2011-06-07 yanzm さんが忙しそうなので

_ Android Developers Blog の Introducing ViewPropertyAnimator を訳してみました。

原文は Introducing ViewPropertyAnimatorです。コメントや間違いの指摘は @zaki50 へお願いします。

以前の記事「Animation in Honeycomb」で、Android 3.0 で導入された新しいプロパティアニメーションシステムについてお話しました。この新しいアニメーションシステムは、3.0 でViewクラスに追加された新たなプロパティを含めオブジェクトのあらゆるプロパティを簡単に変化(animate)させることを可能にします。 最近リリースされた 3.1 では、これらの機能をさらに簡単に利用するための小さなユーティリティクラスを追加しています。

始めに、alpha や translationX などの新しく導入された View プロパティについて馴染みがないという方は、以前の記事でこれらを扱っているので "View properties" の節を読んでからここに戻ってきてください。

準備はいいでしょうか?

おさらい: ObjectAnimator の使用

3.0 の ObjectAnimator クラスを使用すると、少量のコードでView プロパティを用いたアニメーションを行うことができます。 Animator を作成し、時間や繰り返しなどのオプションパラメータをセットしてアニメーション開始を指示します。例えば myView オブジェクトをフェードアウトする場合は、アルファプロパティを用いたアニメーションを以下のように行います。

ObjectAnimator.ofFloat(myView, "alpha", 0f).start();

この例を理解するのは難しくないでしょう。 アニメーションの対象オブジェクト, 対象プロパティ, 値を指定して Animator を作成し、実行しています。簡単。

しかし、改善の余地があります。特に、アニメーションに View プロパティを用いるのはよくあることなので、これらのプロパティを用いるアニメーションに対して出来る限り簡単で可読性のよい API を提供できるのではないでしょうか。また、これらのプロパティを用いたアニメーションのパフォーマンス面での改善も行いたいと考えました。この最後のポイントについては次のパラグラフで説明します。

View プロパティを用いた 3.0 のアニメーションモデルには、改善すべき3つの点があります。1つは、"プロパティ"という概念をもたないプログラミング言語上でプロパティによるアニメーションを行うという仕組みに関するものです。残る問題は、複数のプロパティを用いたアニメーションに関するものです。View をフェードアウトするのであれば、 alpha プロパティに対してアニメーションを適用するだけです。しかし、スクリーン上を移動させようとすると、x と y (または translationX と translationY) プロパティを並行して変化させる必要があります。このほかにも、Viewプロパティに対するアニメーションを並行して適用する必要がある状況はたくさん存在します。複数のプロパティに対するアニメーションが並行して行われることが予めわかってるのであれば、アニメーションごとに発生するある種のオーバーヘッドについてはひとまとめにすることが可能です。

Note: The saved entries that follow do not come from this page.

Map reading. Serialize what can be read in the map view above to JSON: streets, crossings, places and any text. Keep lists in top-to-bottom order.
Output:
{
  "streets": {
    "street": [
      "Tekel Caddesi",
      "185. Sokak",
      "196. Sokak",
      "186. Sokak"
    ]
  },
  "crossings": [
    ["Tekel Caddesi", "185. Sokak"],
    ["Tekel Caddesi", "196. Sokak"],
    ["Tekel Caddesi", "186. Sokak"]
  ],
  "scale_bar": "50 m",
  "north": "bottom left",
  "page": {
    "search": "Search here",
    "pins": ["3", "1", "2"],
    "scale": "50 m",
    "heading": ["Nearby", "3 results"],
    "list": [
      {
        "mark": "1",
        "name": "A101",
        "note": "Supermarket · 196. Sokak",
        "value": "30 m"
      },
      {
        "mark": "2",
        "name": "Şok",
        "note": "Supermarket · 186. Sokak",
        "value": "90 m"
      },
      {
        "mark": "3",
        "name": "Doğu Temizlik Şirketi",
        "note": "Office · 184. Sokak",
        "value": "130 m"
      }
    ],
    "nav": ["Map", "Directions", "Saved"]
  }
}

Android のランタイムは "プロパティ"という概念を持っていないので、 ObjectAnimator はプロパティ名を表す文字列を対象オブジェクトに対するセッターの呼び出しへ変換するテクニックを用います。例えば、"alpah"という文字列は View の setAlpha() を指すように変換されます。このメソッドはリフレクションや JNIを通して呼び出されますが、これには呼び出しに対するオーバーヘッドが存在します。View のプロパティのように既知のプロパティに対してはもっと良い方法で操作できるべきです。少々の API とアニメーションに使用するプロパティに関する知識があれば、リフレクションや JNIのオーバーヘッドなしに直接オブジェクトに値をセットすることができるはずです。

オーバーヘッドは Animator 自身にも存在します。ほとんど全てのアニメーションは1つの同期機構を共有しているのでタイミングイベントのオーバーヘッドは重複しませんが、それぞれのプロパティに対するタスクは別々のオブジェクトです。もしこれらのタスクが1つのアニメーションでの複数プロパティ操作であることが事前に分かっていれば、これらを1つに結合することができます。既存のシステムでこれを行う1つの方法は PropertyValuesHolder です。このクラスは、1つのオブジェクトの複数プロパティに対するアニメーションを行う Animator オブジェクトを提供するので、個々の Animator 毎に発生するオーバーヘッドの大部分を省くことができます。しかしこのアプローチは、本質的にはシンプルな操作に対しても多くのコードと複雑性を持ち込んでしまいます。新たなアプローチでは、1つのアニメーションに属する様々なプロパティの操作をよりシンプルな方法で結合することを可能にします。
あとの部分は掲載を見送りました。